Experimental program
Comparison scheme
Effect test

Embodiment 1

[0022] Step 1: In a 100 mL single-necked round bottom flask, add 6-bromohexanoic acid (0.290 g, 1.5 mmol), 1-methylimidazole (0.123 g, 1.5 mmol), and 30 mL of acetone, and install Spherical condenser, stirred and refluxed for 36 h, after the reaction was completed, the acetone was removed by rotary evaporation to generate 1-carboxy-3-methylimidazolium bromide;

[0023] Step 2: Dissolve 1-carboxy-3-methylimidazolium bromide obtained in the previous step in an appropriate amount of N,N-dimethylformamide, add 1-(3-dimethylaminopropyl)-3-ethyl carbon Diimine hydrochloride (0.287 g, 1.5 mmol) and 1-hydroxybenzotriazole (0.202 g, 1.5 mmol) were stirred at 0 °C for 0.5 h to activate the carboxyl group, and then aza 12-crown-4 ether ( 0.263 g, 1.5 mmol) and triethylamine (0.152 g, 1.5 mmol) were stirred at room temperature for 24 h.

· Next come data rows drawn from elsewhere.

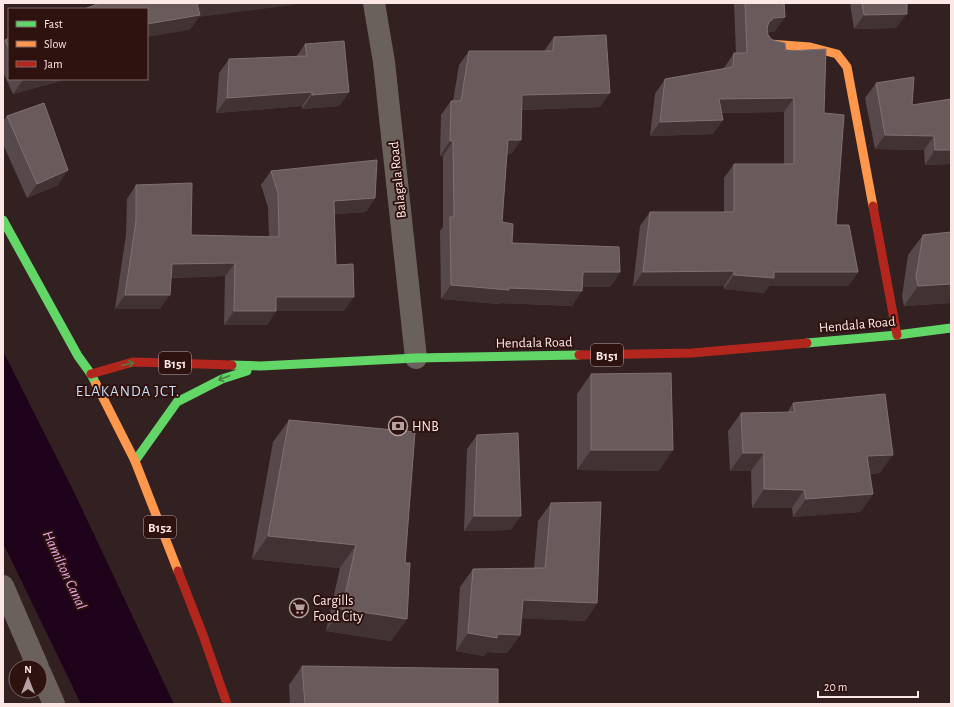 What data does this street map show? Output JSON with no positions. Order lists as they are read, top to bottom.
{
  "streets": {
    "main road": ["Hendala Road", "B151", "B152"],
    "street": ["Balagala Road"]
  },
  "crossings": [
    ["Balagala Road", "Hendala Road"],
    ["Hendala Road", "B152"]
  ],
  "districts": ["ELAKANDA JCT."],
  "water": ["Hamilton Canal"],
  "places": {
    "bank": ["HNB"],
    "supermarket": ["Cargills Food City"]
  },
  "legend": ["Fast", "Slow", "Jam"],
  "scale_bar": "20 m",
  "north": "top"
} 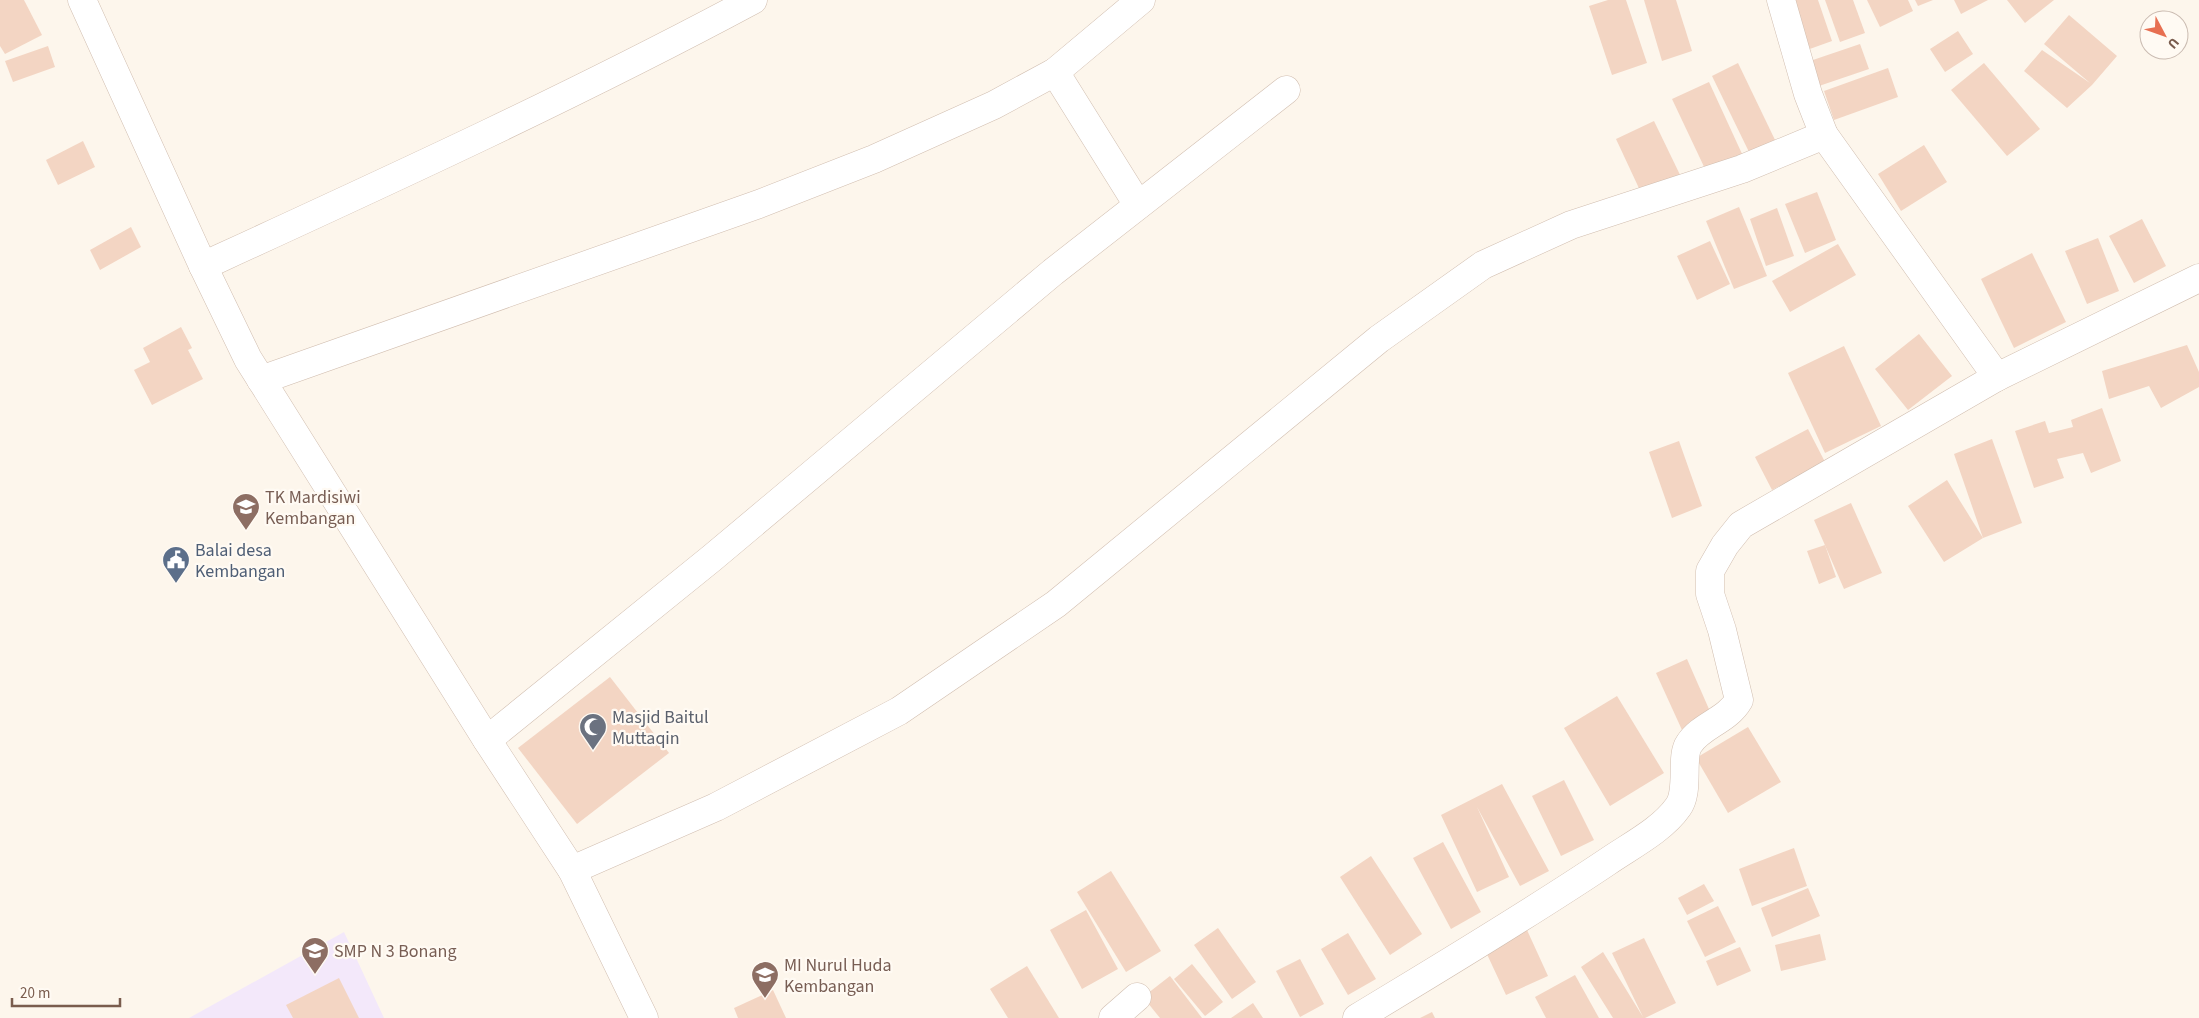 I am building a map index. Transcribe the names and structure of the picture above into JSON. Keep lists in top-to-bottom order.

After the reaction, the reactants were poured into 100 mL of water, extracted with dichloromethane (20 mL×3), the organic phases were combined, and washe...

Embodiment 2

[0026] Step 1: In a 100 mL single-necked round bottom flask, add 6-bromohexanoic acid (0.290 g, 1.5 mmol), 1-methylimidazole (0.123 g, 1.5 mmol), and 30 mL of acetone, and install Spherical condenser, stirred and refluxed for 36 h, after the reaction was completed, the acetone was removed by rotary evaporation to generate 1-carboxy-3-methylimidazolium bromide;

[0027] Step 2: Dissolve 1-carboxy-3-methylimidazolium bromide obtained in the previous step in an appropriate amount of N,N-dimethylformamide, add 1-(3-dimethylaminopropyl)-3-ethyl carbon Diimine hydrochloride (0.287 g, 1.5 mmol) and 1-hydroxybenzotriazole (0.202 g, 1.5 mmol) were stirred at 0 °C for 0.5 h to activate the carboxyl group, and then aza-15-crown-5 ether ( 0.328 g, 1.5 mmol) and triethylamine (0.152 g, 1.5 mmol) were stirred at room temperature for 24 h. After the reaction, the reactants were poured into 100 mL of water, extracted with dichloromethane (20 mL×3), the organic phases were combined, and washe...

Embodiment 3

[0030] Step 1: In a 100 mL single-necked round bottom flask, add 6-bromohexanoic acid (0.290 g, 1.5 mmol), 1-methylimidazole (0.123 g, 1.5 mmol), and 30 mL of acetone, and install Spherical condenser, stirred and refluxed for 36 h, after the reaction was completed, the acetone was removed by rotary evaporation to generate 1-carboxy-3-methylimidazolium bromide;

[0031] Step 2: Dissolve 1-carboxy-3-methylimidazolium bromide obtained in the previous step in an appropriate amount of N,N-dimethylformamide, add 1-(3-dimethylaminopropyl)-3-ethyl carbon Diimine hydrochloride (0.287 g, 1.5 mmol) and 1-hydroxybenzotriazole (0.202 g, 1.5 mmol) were stirred at 0 °C for 0.5 h to activate the carboxyl group, and then aza-18-crown-6 ether ( 0.395 g, 1.5 mmol) and triethylamine (0.152 g, 1.5 mmol) were stirred at room temperature for 24 h. After the reaction, the reactants were poured into 100 mL of water, extracted with dichloromethane (20 mL×3), the organic phases were combined, and washe...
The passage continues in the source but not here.